WORK ORDER: Copy, from the material below, each line where "service" shows up.

DATA:
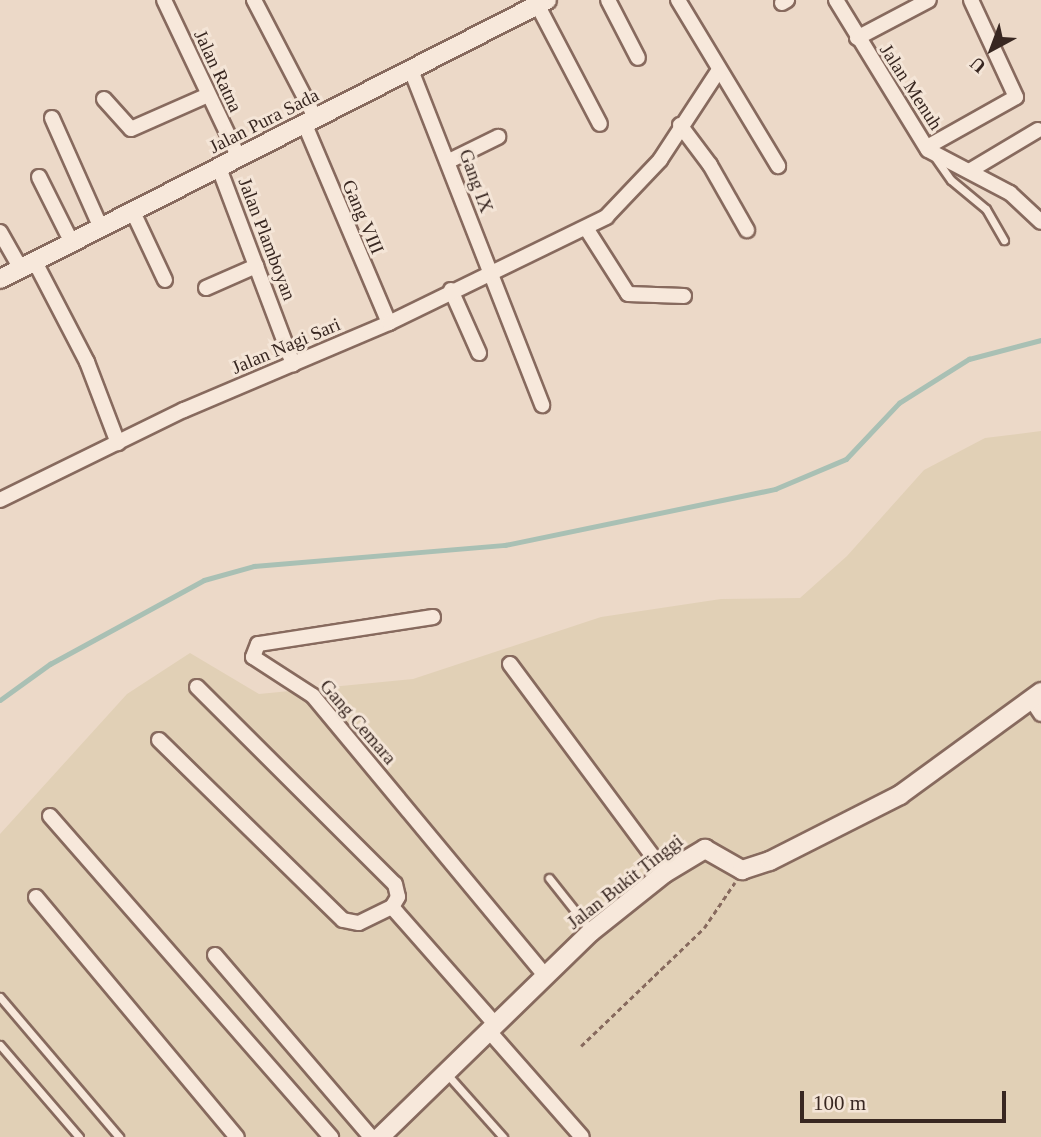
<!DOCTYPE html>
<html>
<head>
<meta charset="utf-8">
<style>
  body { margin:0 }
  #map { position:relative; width:1041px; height:1137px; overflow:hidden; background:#ecd9c8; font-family:Georgia,serif }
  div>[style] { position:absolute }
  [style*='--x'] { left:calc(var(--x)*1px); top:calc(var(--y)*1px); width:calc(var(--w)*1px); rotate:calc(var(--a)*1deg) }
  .farmland>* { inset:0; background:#e1d0b6 }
  .stream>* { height:4.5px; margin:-2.25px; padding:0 2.25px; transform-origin:2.25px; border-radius:2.25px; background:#a9c0b4 }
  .path>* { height:2.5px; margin-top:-1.25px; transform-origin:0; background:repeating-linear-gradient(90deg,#876a5e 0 5px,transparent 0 8.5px) }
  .roads { filter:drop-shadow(2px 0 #876a5e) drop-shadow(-2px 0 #876a5e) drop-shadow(0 2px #876a5e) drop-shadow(0 -2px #876a5e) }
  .service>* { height:7px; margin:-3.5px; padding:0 3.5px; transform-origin:3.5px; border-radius:3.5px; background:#f7e8db }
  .minor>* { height:14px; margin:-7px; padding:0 7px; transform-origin:7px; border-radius:7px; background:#f7e8db }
  .tertiary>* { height:18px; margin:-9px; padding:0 9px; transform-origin:9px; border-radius:9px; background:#f7e8db }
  span { translate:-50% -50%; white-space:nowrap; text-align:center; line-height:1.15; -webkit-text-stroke:6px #f4e5d7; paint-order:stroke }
  .street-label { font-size:19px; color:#382721 }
  .north { position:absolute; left:957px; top:14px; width:70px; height:70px; -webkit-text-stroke:5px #f4e5d7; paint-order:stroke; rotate:221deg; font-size:19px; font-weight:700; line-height:28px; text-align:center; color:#382721 }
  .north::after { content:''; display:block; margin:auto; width:24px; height:32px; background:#382721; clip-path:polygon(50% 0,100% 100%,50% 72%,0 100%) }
  .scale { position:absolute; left:800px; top:1091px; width:206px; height:32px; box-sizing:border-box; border:4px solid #382721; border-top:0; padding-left:9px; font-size:21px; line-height:24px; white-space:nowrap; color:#382721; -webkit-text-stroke:5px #f4e5d7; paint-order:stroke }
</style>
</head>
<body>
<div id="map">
  <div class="farmland">
    <div style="clip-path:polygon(1041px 431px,1041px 1137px,0 1137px,0 834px,127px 694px,190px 653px,259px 694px,413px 679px,601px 617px,721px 599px,800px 598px,847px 556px,924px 470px,985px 438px)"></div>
  </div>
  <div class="stream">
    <div style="--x:0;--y:700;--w:62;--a:-35.8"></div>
    <div style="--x:50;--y:664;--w:175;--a:-28.6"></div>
    <div style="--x:204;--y:580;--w:52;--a:-15.6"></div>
    <div style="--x:254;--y:566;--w:252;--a:-4.8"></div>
    <div style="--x:505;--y:545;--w:276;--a:-11.7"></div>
    <div style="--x:775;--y:489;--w:77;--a:-22.9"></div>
    <div style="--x:846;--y:459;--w:77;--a:-46.6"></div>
    <div style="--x:899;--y:403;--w:83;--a:-32.2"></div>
    <div style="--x:969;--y:359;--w:74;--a:-14.8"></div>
  </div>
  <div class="path">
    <div style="--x:581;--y:1046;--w:170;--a:-43.8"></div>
    <div style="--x:704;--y:928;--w:55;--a:-56"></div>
  </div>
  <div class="roads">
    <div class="service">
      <div style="--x:934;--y:156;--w:29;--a:55"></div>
      <div style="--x:951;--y:180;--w:45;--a:39.6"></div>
      <div style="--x:986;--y:209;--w:36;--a:60"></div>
      <div style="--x:549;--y:878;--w:68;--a:51.6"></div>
      <div style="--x:0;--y:997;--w:184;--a:49.6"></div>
      <div style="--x:0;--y:1045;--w:121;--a:49.3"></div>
      <div style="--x:446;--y:1073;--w:86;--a:48.3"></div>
    </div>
    <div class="minor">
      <div style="--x:164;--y:0;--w:175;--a:64.6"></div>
      <div style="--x:254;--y:0;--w:134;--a:62.5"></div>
      <div style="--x:608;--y:0;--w:65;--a:62.7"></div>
      <div style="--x:678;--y:0;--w:194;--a:58.9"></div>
      <div style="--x:836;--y:0;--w:176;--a:58.5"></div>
      <div style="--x:928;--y:150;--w:93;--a:27.7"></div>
      <div style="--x:1010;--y:193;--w:42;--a:43.1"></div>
      <div style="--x:782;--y:3;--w:6;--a:-31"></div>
      <div style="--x:538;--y:6;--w:133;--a:62.3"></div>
      <div style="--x:857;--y:38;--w:81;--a:-27.8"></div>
      <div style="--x:411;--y:70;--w:360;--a:68.6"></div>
      <div style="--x:104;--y:99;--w:40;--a:48"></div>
      <div style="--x:131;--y:129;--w:84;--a:-23.8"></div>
      <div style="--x:52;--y:118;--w:120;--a:66"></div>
      <div style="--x:305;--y:125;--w:215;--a:67"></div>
      <div style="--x:680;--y:125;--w:50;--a:53.1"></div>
      <div style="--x:710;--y:165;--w:75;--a:60.4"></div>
      <div style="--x:927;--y:147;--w:102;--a:-29.3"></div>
      <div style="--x:1016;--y:97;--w:107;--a:-114.9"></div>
      <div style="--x:449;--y:161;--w:55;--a:-26.1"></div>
      <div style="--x:219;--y:168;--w:210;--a:69.3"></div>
      <div style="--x:971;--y:170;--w:78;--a:-30.8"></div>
      <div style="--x:39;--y:177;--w:74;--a:63.4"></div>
      <div style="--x:133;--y:212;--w:75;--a:64.8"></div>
      <div style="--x:586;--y:228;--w:78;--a:57.5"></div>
      <div style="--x:628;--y:294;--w:56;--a:2"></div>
      <div style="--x:0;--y:232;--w:43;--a:60.4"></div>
      <div style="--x:35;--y:262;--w:113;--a:62.5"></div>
      <div style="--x:87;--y:362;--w:87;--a:69.1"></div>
      <div style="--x:206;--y:288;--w:55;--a:-23.7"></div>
      <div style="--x:451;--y:290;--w:69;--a:66"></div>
      <div style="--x:0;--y:500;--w:205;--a:-26.1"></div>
      <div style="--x:184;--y:410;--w:223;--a:-23"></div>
      <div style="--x:389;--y:323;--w:242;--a:-26"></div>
      <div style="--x:606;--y:217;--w:79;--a:-46.5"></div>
      <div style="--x:660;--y:160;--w:108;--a:-56.8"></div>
      <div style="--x:433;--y:617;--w:177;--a:171.2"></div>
      <div style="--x:258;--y:644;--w:14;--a:111"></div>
      <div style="--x:253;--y:657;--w:72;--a:33"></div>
      <div style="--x:313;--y:696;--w:363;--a:50.3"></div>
      <div style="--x:510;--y:664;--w:260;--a:53.4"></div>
      <div style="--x:197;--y:687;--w:279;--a:44.9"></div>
      <div style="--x:395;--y:884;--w:13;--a:77"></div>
      <div style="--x:398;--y:897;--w:12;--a:121"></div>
      <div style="--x:1031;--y:699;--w:18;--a:56"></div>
      <div style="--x:159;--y:740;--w:257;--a:44.4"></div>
      <div style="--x:343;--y:920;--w:16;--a:11"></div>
      <div style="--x:359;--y:923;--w:37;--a:-26"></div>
      <div style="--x:392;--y:907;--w:156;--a:48.6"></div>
      <div style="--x:50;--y:816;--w:427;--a:48.8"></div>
      <div style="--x:36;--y:897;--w:313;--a:50.1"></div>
      <div style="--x:215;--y:955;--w:240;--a:49.4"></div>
      <div style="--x:488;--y:1030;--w:142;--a:48.7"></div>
    </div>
    <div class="tertiary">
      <div style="--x:0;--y:279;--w:614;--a:-27.02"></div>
      <div style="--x:380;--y:1137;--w:294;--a:-44.2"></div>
      <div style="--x:591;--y:932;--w:95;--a:-38.6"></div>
      <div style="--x:665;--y:873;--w:47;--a:-31"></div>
      <div style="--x:705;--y:849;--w:43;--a:29.6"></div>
      <div style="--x:742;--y:870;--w:29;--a:-18"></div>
      <div style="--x:770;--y:861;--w:146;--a:-26.9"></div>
      <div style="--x:900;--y:795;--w:175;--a:-36.1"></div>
    </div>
  </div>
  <div class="street-label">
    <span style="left:218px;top:71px;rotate:65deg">Jalan Ratna</span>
    <span style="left:911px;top:87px;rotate:57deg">Jalan Menuh</span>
    <span style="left:264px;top:121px;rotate:-27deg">Jalan Pura Sada</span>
    <span style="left:476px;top:181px;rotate:70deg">Gang IX</span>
    <span style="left:363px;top:217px;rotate:67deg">Gang VIII</span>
    <span style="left:267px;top:239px;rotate:69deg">Jalan Plamboyan</span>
    <span style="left:286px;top:346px;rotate:-23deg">Jalan Nagi Sari</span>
    <span style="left:358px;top:722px;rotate:49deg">Gang Cemara</span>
    <span style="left:625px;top:882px;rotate:-38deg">Jalan Bukit Tinggi</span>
  </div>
  <div class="north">U</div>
  <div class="scale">100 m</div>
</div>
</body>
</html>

WRITTEN SOLUTION:
  .service>* { height:7px; margin:-3.5px; padding:0 3.5px; transform-origin:3.5px; border-radius:3.5px; background:#f7e8db }
    <div class="service">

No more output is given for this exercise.